I’m back home again after another web3 IRL meetup – this time FarCon. The suitcase lays on the floor in my way, stepping around it as I procrastinate the unpacking. I tend to also procrastinate the intellectual and emotional unpacking too after these things.

yes, the actual suitcase that is still open on the floor

There’s a pattern to this: the excitement of the anticipation leading up; the week of prep that keeps you busy packing and rearranging life just to make the trip possible; the high of meeting these amazing humans and basking in the surrounding energy that makes you feel like nothing is impossible; then the eventual return to earth and a malaise that always sets in a couple days later. It feels like it’s coming faster this time.

I’m not sure what this post conference depression is but I suspect it is because I return to a world where most of the people I interact with have no idea about my web3 life and really aren’t interested. While I’m at these events, I’m with my people. I don’t even need to have met everyone in the room, especially when that room has thousands, but I know in that room I could walk up and talk to everyone without having to explain what an NFT is. OR what a DAO is. OR why Gary Gensler’s an idiot. I don’t have to talk about the weather or “how about those Red Sox?”  I get to skip ahead to substance, to shared interest. I don’t have to start at 0 like I do IRL.

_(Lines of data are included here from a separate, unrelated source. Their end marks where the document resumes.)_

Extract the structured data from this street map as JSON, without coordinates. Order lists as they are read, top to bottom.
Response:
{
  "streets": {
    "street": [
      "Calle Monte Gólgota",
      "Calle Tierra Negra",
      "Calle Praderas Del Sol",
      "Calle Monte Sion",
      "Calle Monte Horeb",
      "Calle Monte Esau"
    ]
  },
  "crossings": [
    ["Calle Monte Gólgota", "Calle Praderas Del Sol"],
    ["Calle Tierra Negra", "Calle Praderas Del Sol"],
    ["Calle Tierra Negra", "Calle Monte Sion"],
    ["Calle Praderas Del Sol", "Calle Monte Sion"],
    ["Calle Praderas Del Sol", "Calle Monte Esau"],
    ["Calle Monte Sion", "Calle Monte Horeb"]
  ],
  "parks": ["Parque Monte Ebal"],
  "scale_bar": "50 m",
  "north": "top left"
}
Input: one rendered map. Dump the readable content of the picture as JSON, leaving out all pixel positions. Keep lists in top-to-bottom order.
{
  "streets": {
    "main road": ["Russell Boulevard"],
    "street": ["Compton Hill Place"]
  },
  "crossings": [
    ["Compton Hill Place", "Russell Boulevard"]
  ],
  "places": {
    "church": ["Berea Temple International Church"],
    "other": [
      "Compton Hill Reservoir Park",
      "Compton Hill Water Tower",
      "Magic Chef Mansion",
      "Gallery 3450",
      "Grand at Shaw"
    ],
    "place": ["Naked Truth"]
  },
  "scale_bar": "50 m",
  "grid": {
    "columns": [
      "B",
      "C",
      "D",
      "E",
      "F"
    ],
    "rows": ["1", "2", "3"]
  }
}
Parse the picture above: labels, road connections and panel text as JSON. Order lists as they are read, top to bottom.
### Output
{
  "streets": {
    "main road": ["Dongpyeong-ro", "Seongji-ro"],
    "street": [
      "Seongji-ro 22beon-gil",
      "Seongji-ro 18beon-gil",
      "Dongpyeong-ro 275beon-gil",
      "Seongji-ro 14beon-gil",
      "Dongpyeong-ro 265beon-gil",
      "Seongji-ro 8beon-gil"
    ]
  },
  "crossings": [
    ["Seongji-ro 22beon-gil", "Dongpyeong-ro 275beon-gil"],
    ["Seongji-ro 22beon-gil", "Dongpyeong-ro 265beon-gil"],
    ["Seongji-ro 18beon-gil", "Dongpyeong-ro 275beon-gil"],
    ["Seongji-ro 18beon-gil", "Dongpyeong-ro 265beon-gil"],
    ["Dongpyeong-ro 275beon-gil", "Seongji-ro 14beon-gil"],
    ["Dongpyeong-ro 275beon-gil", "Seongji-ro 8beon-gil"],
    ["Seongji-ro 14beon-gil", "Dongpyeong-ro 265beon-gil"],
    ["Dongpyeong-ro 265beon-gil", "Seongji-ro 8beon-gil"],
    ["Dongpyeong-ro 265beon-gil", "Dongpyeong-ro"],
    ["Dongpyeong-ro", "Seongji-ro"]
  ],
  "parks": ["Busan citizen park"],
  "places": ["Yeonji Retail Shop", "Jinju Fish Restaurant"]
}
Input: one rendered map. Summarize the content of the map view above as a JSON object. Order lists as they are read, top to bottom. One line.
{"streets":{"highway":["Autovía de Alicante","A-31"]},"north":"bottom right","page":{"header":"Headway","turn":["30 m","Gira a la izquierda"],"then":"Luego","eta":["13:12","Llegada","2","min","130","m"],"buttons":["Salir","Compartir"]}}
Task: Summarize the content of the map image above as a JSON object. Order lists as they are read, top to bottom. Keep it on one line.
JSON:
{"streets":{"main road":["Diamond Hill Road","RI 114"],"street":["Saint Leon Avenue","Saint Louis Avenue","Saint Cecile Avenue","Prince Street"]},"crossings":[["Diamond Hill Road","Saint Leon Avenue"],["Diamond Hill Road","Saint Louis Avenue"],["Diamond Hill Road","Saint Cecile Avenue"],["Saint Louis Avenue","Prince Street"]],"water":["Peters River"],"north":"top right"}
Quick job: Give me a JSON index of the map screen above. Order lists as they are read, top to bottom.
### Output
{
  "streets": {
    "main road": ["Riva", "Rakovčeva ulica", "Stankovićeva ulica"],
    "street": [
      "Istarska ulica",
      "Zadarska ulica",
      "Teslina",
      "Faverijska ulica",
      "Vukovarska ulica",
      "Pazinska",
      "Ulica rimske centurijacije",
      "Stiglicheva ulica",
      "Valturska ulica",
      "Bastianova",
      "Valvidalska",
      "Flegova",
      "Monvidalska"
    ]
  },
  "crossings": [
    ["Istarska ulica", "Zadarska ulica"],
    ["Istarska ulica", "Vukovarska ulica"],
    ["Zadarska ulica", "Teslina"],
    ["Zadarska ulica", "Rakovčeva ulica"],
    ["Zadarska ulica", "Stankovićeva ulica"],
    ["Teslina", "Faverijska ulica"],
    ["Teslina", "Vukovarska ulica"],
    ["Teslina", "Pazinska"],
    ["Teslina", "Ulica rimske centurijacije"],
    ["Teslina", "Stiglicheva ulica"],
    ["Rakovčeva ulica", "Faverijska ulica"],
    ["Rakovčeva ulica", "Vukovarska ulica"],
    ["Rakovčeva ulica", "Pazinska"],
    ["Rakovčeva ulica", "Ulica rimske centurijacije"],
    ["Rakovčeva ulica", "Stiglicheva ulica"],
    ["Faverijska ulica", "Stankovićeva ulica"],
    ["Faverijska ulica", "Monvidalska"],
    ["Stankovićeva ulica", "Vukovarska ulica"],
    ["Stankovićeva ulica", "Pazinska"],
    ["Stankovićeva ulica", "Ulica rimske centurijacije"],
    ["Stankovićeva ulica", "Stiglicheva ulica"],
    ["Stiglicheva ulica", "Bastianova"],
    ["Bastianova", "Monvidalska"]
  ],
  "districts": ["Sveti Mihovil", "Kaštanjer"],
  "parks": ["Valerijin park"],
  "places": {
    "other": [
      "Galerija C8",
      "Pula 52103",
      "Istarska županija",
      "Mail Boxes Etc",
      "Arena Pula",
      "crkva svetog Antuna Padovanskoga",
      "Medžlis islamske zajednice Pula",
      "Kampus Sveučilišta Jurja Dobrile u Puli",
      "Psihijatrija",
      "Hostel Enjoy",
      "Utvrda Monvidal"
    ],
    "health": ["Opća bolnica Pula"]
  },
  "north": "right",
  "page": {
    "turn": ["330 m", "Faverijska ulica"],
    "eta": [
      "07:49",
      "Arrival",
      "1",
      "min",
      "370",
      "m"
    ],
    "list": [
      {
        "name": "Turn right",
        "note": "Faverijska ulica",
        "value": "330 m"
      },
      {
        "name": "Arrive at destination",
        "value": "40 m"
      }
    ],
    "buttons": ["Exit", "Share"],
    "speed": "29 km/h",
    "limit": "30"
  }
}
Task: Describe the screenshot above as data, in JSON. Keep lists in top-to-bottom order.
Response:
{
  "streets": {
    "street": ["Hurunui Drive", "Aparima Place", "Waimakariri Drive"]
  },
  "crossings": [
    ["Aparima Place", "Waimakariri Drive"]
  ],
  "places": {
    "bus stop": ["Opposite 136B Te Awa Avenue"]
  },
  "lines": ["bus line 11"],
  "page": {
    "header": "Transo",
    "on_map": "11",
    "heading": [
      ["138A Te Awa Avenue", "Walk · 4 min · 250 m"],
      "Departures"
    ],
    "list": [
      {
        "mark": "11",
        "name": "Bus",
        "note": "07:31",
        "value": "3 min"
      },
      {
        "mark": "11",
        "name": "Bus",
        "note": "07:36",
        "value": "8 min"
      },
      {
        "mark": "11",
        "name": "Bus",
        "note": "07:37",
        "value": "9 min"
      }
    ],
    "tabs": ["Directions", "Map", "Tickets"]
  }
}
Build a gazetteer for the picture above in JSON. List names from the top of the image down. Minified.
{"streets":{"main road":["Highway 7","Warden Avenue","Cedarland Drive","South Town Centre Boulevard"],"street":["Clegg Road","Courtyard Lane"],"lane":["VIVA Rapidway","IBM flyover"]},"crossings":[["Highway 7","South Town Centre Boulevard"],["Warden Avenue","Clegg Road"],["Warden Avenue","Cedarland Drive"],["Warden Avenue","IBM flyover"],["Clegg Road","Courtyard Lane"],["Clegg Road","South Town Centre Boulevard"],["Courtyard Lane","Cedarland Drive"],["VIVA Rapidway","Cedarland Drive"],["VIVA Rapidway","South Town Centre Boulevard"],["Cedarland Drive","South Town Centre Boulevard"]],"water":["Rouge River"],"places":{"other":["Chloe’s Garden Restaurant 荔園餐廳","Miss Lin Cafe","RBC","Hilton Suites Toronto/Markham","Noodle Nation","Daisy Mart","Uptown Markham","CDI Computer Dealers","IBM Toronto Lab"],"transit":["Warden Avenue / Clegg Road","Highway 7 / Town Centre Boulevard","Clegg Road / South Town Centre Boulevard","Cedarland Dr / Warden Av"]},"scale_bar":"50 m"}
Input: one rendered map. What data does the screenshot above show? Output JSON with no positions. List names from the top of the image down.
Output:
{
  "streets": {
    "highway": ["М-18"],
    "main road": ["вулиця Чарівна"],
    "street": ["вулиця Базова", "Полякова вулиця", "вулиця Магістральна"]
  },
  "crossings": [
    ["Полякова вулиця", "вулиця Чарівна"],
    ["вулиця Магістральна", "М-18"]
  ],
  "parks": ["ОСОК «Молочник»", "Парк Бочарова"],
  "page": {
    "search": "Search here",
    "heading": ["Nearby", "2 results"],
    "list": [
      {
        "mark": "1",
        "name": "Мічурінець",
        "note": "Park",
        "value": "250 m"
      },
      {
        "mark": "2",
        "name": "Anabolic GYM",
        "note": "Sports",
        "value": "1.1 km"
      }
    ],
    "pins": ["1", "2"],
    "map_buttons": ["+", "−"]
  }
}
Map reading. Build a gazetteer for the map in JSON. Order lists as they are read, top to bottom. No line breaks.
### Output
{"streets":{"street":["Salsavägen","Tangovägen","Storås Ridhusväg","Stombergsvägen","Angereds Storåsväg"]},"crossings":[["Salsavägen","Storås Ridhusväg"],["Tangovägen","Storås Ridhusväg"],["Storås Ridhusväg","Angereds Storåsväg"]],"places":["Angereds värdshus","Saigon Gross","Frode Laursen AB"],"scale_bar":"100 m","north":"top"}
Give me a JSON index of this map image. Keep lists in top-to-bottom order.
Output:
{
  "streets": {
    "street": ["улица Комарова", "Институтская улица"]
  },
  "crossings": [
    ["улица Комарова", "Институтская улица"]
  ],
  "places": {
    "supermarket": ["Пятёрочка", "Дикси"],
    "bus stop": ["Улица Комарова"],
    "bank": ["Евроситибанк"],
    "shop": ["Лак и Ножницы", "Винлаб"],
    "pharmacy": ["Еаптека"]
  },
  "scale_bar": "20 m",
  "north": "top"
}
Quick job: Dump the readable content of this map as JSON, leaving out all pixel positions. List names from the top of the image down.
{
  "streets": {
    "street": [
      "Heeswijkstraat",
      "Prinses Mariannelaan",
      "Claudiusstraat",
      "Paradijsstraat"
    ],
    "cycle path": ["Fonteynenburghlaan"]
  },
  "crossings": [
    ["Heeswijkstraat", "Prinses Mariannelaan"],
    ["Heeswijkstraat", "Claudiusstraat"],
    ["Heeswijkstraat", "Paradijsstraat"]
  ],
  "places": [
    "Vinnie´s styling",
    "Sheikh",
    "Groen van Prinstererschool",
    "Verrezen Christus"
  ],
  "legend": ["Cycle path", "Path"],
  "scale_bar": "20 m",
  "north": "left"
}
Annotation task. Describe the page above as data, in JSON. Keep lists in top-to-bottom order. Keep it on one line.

So when I leave those amazing humans behind and return to my little world, there’s a sadness that comes. And so help me if one of you says, “don’t be sad it’s over; just be glad it happened” or some other BS…

The Great Upacking

But back to unpacking – and there’s so much of it. Every talk, every conversation, small moments and big alike had an impact on me. I don’t want to lose any of it. I spent the flight home with feeling of renewed conviction in this world we are building. I’ve been consumed with fear, uncertainty and doubt about the crypto space of late. More around the larger forces that seemed hell bent on preventing this world.

But how could I possibly feel that now after FarCon? After being in these rooms, at these dinners, in these convos, listening to some of the smartest people I’ve ever met with the passion they have and what they are building, how could I even doubt that future for a second? I can’t really but that FUD will come again. It’s up to me to figure out how to push through.

I’ve had this sense lately that the most important part of success in this space is about 70% just staying. Just staying when it gets hard. Just staying when it’s down only. Just staying when Gary wants you to give up. Just staying through the bear.

Never doubt that a small group of thoughtful, committed citizens can change the world; indeed, it's the only thing that ever has.” Margaret Mead

That quote has never held more relevance than in my own life than it does at this moment.

Now what

Also when I return home, I tend to be bad about follow-up and keeping those connections. I always have great intentions that fall away as the busy of life returns. This time, I’m going to try to do better and connect with someone from FarCon each week. OK, we’ll see how long that lasts, but I’m gonna make the effort.

And I was inspired by the Say More contest. So I’m going to say more, every day until I unpack it all. And I tend to overpack so this is gonna take a while. I’m going to go back through each talk, each convo and dig in. And maybe even have those chats again.

I have no idea where I’m going with any of this but I’m excited for the journey. Come along for the ride.